▸ Task requirements: Print the lines below word for word, beginning with the first and ending with the line that holds "position:absolute; display:grid; place-items:center;", and skip every picture.

========

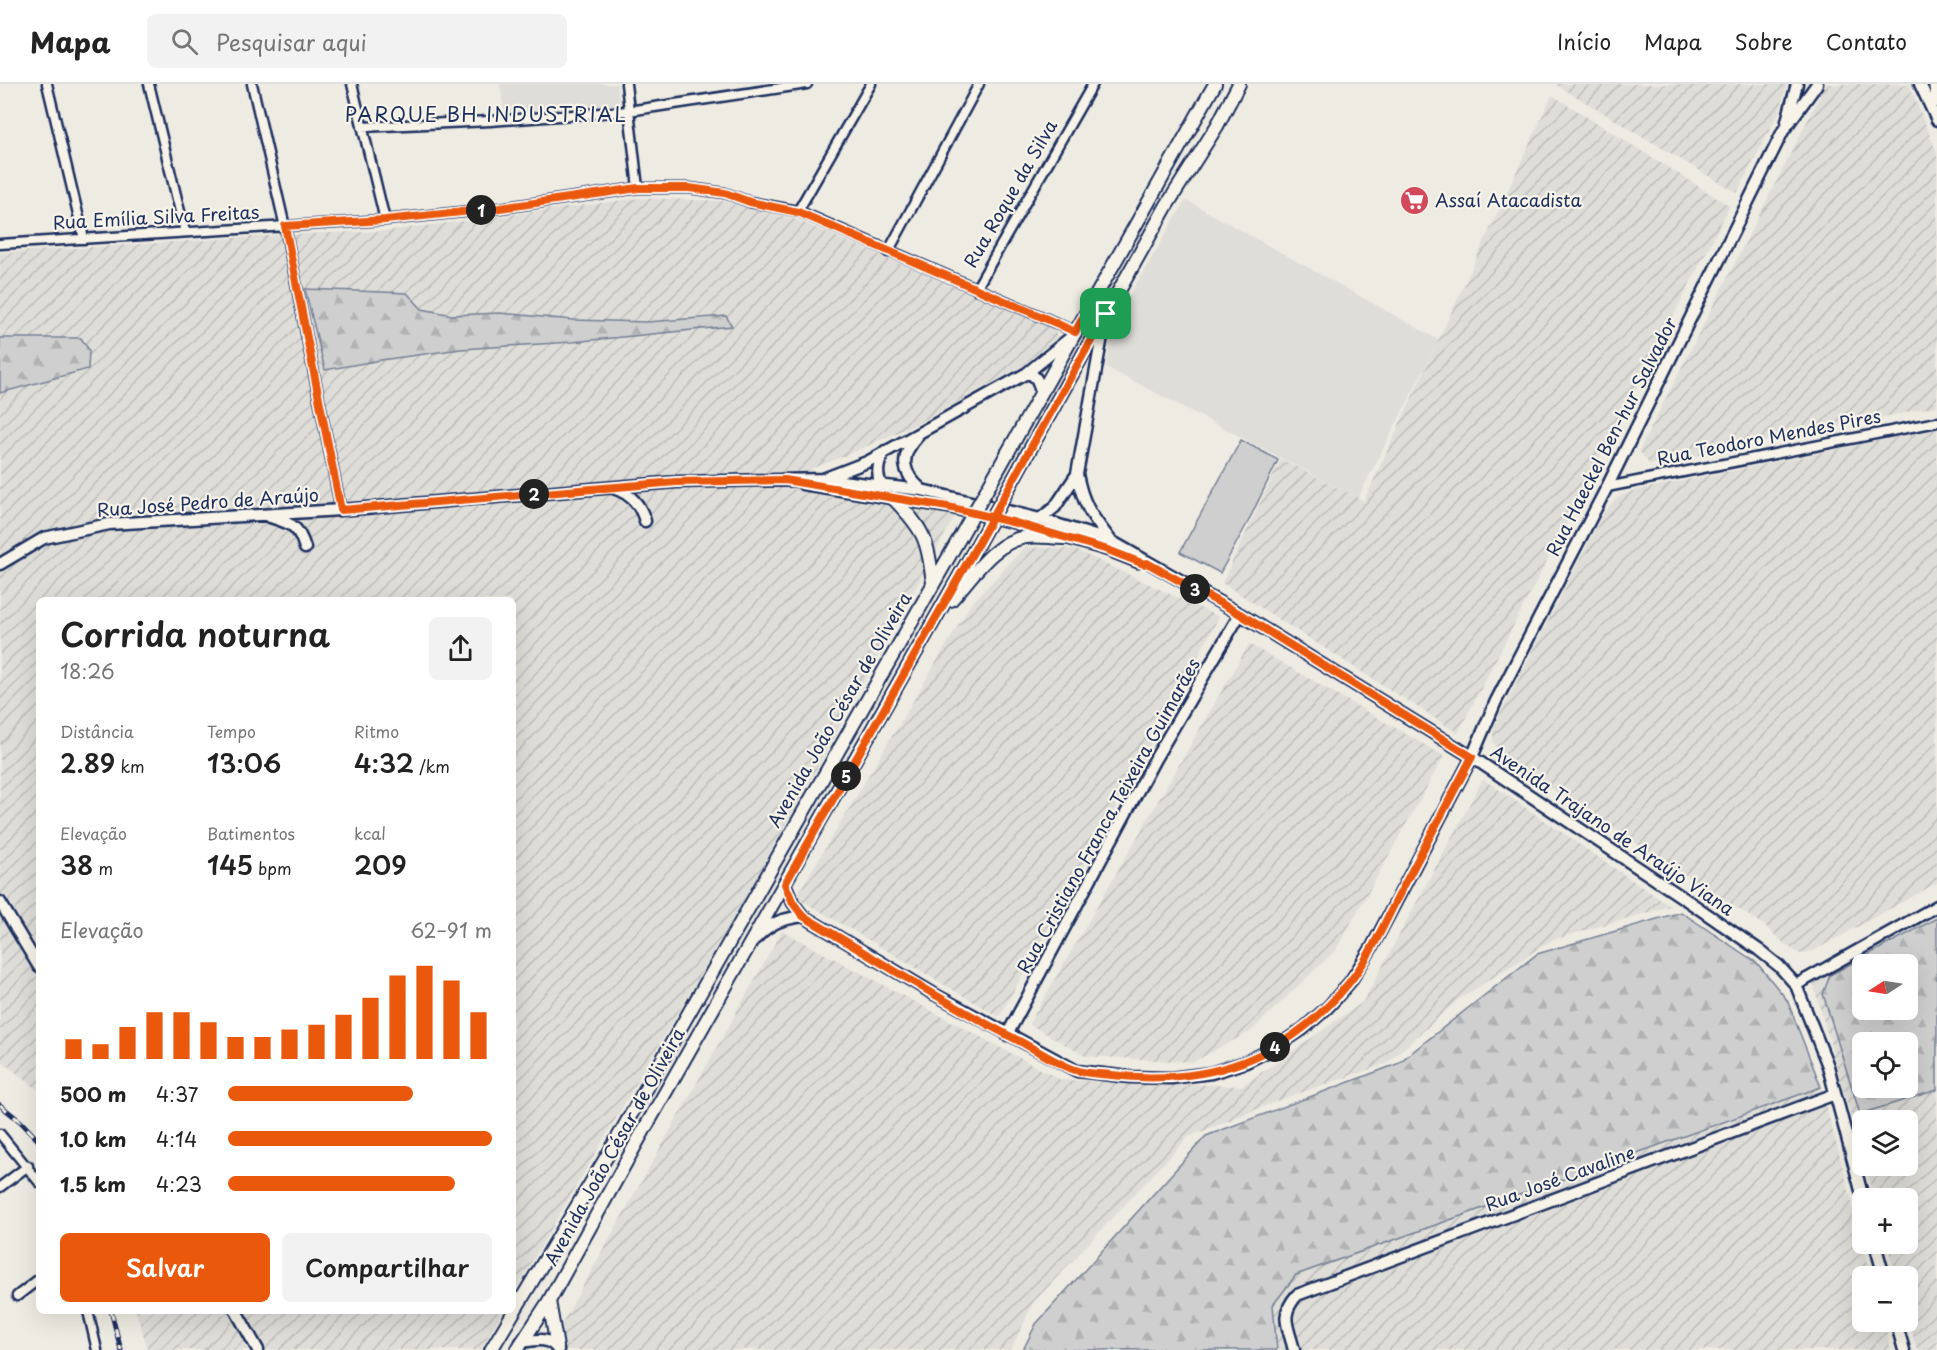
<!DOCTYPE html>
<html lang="pt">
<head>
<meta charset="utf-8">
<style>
  body { margin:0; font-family:"Playpen Sans",sans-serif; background:#f2f2f2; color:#222; height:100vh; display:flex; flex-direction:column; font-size:22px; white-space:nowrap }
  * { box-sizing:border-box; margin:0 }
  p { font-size:20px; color:#767676 }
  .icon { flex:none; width:33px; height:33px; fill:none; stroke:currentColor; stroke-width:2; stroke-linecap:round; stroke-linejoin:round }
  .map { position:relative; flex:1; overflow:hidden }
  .sheet { position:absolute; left:36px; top:513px; width:480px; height:717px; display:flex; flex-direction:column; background:#fff; border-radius:9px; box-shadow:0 6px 24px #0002 }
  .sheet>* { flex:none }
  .needle { width:39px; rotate:258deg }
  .fabs { position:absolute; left:1852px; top:870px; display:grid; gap:12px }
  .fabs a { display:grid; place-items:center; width:66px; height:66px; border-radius:9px; background:#fff; box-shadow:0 6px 24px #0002; font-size:30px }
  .pin { position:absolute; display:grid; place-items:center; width:51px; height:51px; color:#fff; margin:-26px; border-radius:12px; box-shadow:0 3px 9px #0006 }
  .km { position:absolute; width:30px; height:30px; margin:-15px; border-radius:50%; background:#222; color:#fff; font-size:16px; line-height:30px; text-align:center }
  .round { display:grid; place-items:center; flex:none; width:63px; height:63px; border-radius:9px; background:#f2f2f2 }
  .overview { display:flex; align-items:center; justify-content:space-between; height:102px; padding:0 24px }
  h1 { font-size:33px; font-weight:600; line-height:45px }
  .figures { display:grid; grid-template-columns:repeat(3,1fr); gap:9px; height:102px; padding:6px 24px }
  .figures div { display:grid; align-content:center }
  .figures b { font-size:26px; font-weight:600 }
  .figures small { font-size:16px; font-weight:400 }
  .figures p { font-size:16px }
  .chart { height:168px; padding:12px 24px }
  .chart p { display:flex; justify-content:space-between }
  .chart svg { width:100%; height:108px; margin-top:6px; stroke:#ea580c; stroke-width:6 }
  .cta { display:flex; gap:12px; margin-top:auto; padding:12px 24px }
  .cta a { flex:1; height:69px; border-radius:9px; background:#ea580c; color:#fff; font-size:24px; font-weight:600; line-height:69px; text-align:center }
  .cta a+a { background:#f2f2f2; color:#222 }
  ul { padding:0 24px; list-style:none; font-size:20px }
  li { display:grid; grid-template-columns:96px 72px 1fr; align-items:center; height:45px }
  li i { height:15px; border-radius:8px; background:#ea580c }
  header { display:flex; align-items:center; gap:36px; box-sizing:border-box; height:84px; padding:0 30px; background:#fff; border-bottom:2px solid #e0e0e0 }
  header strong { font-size:28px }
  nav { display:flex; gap:33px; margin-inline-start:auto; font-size:21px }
  .search { width:420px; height:54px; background:#f2f2f2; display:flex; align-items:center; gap:15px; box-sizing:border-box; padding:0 21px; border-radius:9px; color:#767676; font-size:22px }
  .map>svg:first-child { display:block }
  .built { fill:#deddd8 }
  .industrial { fill:url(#industrial-furrows); fill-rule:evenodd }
  .forest { fill:url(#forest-firs); stroke:#757f96; stroke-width:1.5; fill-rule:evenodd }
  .garden { fill:#cfcfcf; stroke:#757f96; stroke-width:1.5 }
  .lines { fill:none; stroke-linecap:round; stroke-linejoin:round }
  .minor-casing { stroke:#1b2f5e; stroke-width:13 }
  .tertiary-casing { stroke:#1b2f5e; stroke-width:15 }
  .secondary-casing { stroke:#1b2f5e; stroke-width:16 }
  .minor { stroke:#f7f3e8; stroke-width:8 }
  .tertiary { stroke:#f7f3e8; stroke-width:10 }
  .secondary { stroke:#f7f3e8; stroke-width:12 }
  .rail-casing { stroke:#1b2f5e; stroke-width:5 }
  .rail { stroke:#f7f3e8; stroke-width:3; stroke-dasharray:9; stroke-linecap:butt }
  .secondary-bridge-casing { stroke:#1b2f5e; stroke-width:16; stroke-linecap:butt }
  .secondary-bridge { stroke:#f7f3e8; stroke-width:12 }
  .route-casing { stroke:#fff; stroke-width:12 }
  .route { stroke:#ea580c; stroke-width:8 }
  .labels { text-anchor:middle; stroke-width:4.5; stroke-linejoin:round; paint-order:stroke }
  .street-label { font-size:18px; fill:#1b2f5e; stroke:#f7f3e8 }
  .poi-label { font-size:18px; fill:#1b2f5e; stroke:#f7f3e8; text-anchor:start }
  .neighbourhood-label { font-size:20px; letter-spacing:1.5px; fill:#1b2f5e; stroke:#f7f3e8 }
</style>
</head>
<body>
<header>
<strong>Mapa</strong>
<div class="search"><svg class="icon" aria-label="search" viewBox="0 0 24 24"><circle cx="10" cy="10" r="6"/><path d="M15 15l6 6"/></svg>Pesquisar aqui</div>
<nav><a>Início</a><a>Mapa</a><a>Sobre</a><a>Contato</a></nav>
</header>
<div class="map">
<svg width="1937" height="1266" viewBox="0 0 1937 1266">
  <defs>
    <pattern id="industrial-furrows" width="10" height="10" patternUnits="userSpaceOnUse" patternTransform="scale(1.5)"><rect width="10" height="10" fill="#deddd8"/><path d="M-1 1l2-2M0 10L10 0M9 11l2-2" fill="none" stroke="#bebebc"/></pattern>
    <pattern id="forest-firs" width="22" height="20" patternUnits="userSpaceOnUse" patternTransform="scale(1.5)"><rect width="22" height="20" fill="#cfcfcf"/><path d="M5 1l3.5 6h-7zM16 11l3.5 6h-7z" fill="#b1b2b4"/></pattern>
  </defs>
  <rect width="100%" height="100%" fill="#eeebe2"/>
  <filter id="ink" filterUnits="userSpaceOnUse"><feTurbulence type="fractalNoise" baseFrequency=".0167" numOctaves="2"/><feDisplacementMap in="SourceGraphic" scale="12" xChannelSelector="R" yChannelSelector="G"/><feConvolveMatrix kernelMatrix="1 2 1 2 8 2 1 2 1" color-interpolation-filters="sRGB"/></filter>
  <g filter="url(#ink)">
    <path class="built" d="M500,0h117l3,21 -116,7z
      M1186,116l253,140 -81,158 -252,-131 8,-46z"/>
    <path class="industrial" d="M1555,0h232l-7,26 -43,83z
      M1826,0h83l28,69v253l-287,59 -11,-14z
      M1552,11l178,111 -272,527 -236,-150 59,-124 83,42z
      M639,114l83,3 72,18 258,108 6,10 -37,30 -104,57 -75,33 -31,12v15l74,17 71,13 -205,374 -238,406v-694h-474v490l-39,-29v-808l298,-19 88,-3z
      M1937,345v454l-122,67 -15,4 -14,-9 -21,-19 -263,-169 -9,-15v-14l111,-216 14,-15 15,-6z
      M1025,463l49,2 145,68 -82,152 -138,248 -203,-120 175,-293z
      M1249,560l195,112 -108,194 -85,81 -58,31 -108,-6 -56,-32z
      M1483,695l187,127 -118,34 -94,60 -72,64 -104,35 -94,38 -155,166 -22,47h-464l235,-419 279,149 181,6 121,-84z
      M1937,826v440h-20l-9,-33v-41h-12l-9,-32h21v-46h-34l-9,-32h43v-46h-45v39l-52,-183zM1863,880h45v46h-45zM1863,958h45v46h-45z
      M1821,1003l51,189h-9v46h21l7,28h-613l-5,-45 23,-30z
      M136,1227h367l-23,39h-332z"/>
    <path class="forest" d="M305,205l102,4 15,16 30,6 48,-2 73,7 74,2 79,-6 6,10 -160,16 -111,7 -80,11 -56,10z
      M0,254h81l8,12 -1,19 -88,24z
      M1681,828l76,51 30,37 34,87 -525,188 -23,30 4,45h-254l13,-26 170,-188 191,-72 140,-110z
      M1937,834v172l-77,24 -37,-120 7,-19zM1863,880h45v46h-45zM1863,958h45v46h-45z"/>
    <path class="garden" d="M1241,356l37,20 -30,62 -28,51 -40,-21z"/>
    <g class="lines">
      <defs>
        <path id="minor" d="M47,0l37,155
          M149,0l36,148
          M252,0l33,143 56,283
          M352,0l33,136
          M626,0l12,104
          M362,43l128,-6 138,-10 179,-27
          M798,127l73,-127
          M0,160l385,-24 115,-12 138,-20h51l36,5 25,9 48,9 258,112 19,9
          M888,168l91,-168
          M976,205l117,-205
          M1607,403l330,-65
          M0,1050l39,48
          M0,1103l28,-21
          M17,1212l22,-17
          M88,1227l9,39"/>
        <path id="tertiary" d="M1920,0l17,36
          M1934,0l3,18
          M1787,37l10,-37
          M1105,236l-28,154c6,32 15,42 34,67
          M1027,289c11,3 11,9 14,19
          M917,353c-18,20 -15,36 5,53
          M823,395l99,11 118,29 71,22 129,73 232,143 216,144 71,49 20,16 17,19 32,81 35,132
          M803,400l145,23 68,16 92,27 30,12
          M613,404c18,6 27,16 32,33
          M884,405c-9,-13 -7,-25 1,-38
          M270,433c22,7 28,8 35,31
          M1036,435h4l15,-12 22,-33
          M0,480l44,-26 65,-14 232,-14 335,-28 147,-3 44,-17 160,-89 43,-35
          M785,800l8,19 10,13 131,78 143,77 53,6 41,1 40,-5 35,-11 30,-15 27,-18 25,-22 22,-25 22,-35 100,-190 24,-56 111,-214 176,-356 34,-47
          M0,818l39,65
          M756,854c15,-16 26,-19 47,-22
          M1796,901l141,-79
          M1007,951l148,-276 85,-145
          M1875,1160l9,32
          M236,1227l22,39
          M1896,1238l8,28
          M521,1258c15,-2 28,-6 37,8
          M1294,1266c-6,-25 -15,-34 3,-55l538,-201"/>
        <path id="secondary" d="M1008,368l207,-368
          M1024,376l143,-255 50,-79 22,-42
          M893,414c32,33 34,40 40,85
          M951,516c20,-21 43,-59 75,-63 12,-2 25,1 38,1
          M549,1217l8,46
          M491,1266l122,-204 346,-607
          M517,1266l32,-49 87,-157 340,-597"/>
      </defs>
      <use href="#minor" class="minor-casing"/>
      <use href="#tertiary" class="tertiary-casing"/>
      <use href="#secondary" class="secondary-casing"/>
      <use href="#minor" class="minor"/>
      <use href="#tertiary" class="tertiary"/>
      <use href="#secondary" class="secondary"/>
      <defs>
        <path id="rail" d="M0,1021l21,17 18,19
          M111,1227l10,39"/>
      </defs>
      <use href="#rail" class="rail-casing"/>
      <use href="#rail" class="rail"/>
      <defs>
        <path id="secondary-bridge" d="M959,455l49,-87
          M976,463l48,-87"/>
      </defs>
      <use href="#secondary-bridge" class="secondary-bridge-casing"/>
      <use href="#secondary-bridge" class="secondary-bridge"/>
    </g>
  </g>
  <g class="lines" filter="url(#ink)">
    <defs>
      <path id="route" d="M1106,230c-9,-1 -13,-3 -14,-12l-17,30 -19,-9 -258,-111 -48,-10 -25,-9 -36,-5h-51l-138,20 -115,12 -100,6 56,284 335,-28 109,-2 163,27 68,16 92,27 36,14 3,-1 93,51 232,143c-25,47 -50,94 -74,140 -15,29 -29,62 -50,87 -63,76 -140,102 -237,91 -10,-1 -21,-1 -32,-4 -15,-3 -41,-20 -56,-28 -75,-38 -147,-84 -220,-127l-10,-13 -8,-19 191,-337c43,-78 86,-155 130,-233"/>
    </defs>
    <use href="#route" class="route-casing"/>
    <use href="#route" class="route"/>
  </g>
  <defs>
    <symbol id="supermarket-disc" viewBox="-11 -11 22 22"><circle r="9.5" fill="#d1495b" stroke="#f7f3e8"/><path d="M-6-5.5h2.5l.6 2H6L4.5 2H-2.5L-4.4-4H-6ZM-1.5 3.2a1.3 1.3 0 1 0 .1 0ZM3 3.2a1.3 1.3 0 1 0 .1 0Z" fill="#fff"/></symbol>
  </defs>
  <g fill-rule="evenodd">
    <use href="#supermarket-disc" x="1398" y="100" width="33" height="33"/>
  </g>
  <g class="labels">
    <g class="street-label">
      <text transform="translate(1011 110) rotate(-60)" y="6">Rua Roque da Silva</text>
      <text transform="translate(156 134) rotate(-3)" y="6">Rua Emília Silva Freitas</text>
      <text transform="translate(1612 353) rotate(-63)" y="6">Rua Haeckel Ben-hur Salvador</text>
      <text transform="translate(1769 354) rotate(-11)" y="6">Rua Teodoro Mendes Pires</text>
      <text transform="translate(208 419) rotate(-4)" y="6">Rua José Pedro de Araújo</text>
      <text transform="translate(840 626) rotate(-60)" y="6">Avenida João César de Oliveira</text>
      <text transform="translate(1109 732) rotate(-61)" y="6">Rua Cristiano Franca Teixeira Guimarães</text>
      <text transform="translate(1612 747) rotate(34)" y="6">Avenida Trajano de Araújo Viana</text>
      <text transform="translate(615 1063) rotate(-61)" y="6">Avenida João César de Oliveira</text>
      <text transform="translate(1560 1095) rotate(-20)" y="6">Rua José Cavaline</text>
    </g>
    <g class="poi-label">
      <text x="1435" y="123">Assaí Atacadista</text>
    </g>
    <g class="neighbourhood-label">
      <text x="486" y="38">PARQUE BH INDUSTRIAL</text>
    </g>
  </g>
</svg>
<div class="fabs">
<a><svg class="needle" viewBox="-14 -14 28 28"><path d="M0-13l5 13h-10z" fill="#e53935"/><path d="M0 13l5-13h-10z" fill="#767676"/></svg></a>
<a><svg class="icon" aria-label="locate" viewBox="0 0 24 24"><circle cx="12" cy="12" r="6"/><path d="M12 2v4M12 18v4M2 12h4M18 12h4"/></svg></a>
<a><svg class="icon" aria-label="layers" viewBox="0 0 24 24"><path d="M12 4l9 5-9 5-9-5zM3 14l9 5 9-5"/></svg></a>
<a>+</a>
<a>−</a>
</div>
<div class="pin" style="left:1106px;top:230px;background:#1e9e55"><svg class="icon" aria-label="arrive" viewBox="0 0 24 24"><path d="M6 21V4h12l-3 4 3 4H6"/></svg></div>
<b class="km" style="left:481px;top:126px">1</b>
<b class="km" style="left:534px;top:410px">2</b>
<b class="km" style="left:1195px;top:505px">3</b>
<b class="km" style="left:1275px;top:963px">4</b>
<b class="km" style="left:846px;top:692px">5</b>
<section class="sheet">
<div class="overview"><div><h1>Corrida noturna</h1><p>18:26</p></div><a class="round"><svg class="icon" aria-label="share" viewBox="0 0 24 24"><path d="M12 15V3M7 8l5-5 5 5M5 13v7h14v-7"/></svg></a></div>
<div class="figures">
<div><p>Distância</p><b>2.89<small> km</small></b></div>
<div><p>Tempo</p><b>13:06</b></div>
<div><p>Ritmo</p><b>4:32<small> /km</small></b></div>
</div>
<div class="figures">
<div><p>Elevação</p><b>38<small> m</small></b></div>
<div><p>Batimentos</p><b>145<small> bpm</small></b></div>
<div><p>kcal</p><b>209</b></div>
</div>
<div class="chart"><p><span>Elevação</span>62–91 m</p>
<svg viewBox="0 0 160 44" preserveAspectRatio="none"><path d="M5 44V36M15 44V38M25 44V31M35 44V25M45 44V25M55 44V29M65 44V35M75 44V35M85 44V32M95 44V30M105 44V26M115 44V19M125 44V10M135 44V6M145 44V12M155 44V25"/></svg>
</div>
<ul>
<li><b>500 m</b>4:37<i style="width:70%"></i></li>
<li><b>1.0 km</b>4:14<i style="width:100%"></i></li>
<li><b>1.5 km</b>4:23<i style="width:86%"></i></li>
</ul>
<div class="cta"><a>Salvar</a><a>Compartilhar</a></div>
</section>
</div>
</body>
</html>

========

▸ Task answer:
<!DOCTYPE html>
<html lang="pt">
<head>
<meta charset="utf-8">
<style>
  body { margin:0; font-family:"Playpen Sans",sans-serif; background:#f2f2f2; color:#222; height:100vh; display:flex; flex-direction:column; font-size:22px; white-space:nowrap }
  * { box-sizing:border-box; margin:0 }
  p { font-size:20px; color:#767676 }
  .icon { flex:none; width:33px; height:33px; fill:none; stroke:currentColor; stroke-width:2; stroke-linecap:round; stroke-linejoin:round }
  .map { position:relative; flex:1; overflow:hidden }
  .sheet { position:absolute; left:36px; top:513px; width:480px; height:717px; display:flex; flex-direction:column; background:#fff; border-radius:9px; box-shadow:0 6px 24px #0002 }
  .sheet>* { flex:none }
  .needle { width:39px; rotate:258deg }
  .fabs { position:absolute; left:1852px; top:870px; display:grid; gap:12px }
  .fabs a { display:grid; place-items:center; width:66px; height:66px; border-radius:9px; background:#fff; box-shadow:0 6px 24px #0002; font-size:30px }
  .pin { position:absolute; display:grid; place-items:center; width:51px; height:51px; color:#fff; margin:-26px; border-radius:12px; box-shadow:0 3px 9px #0006 }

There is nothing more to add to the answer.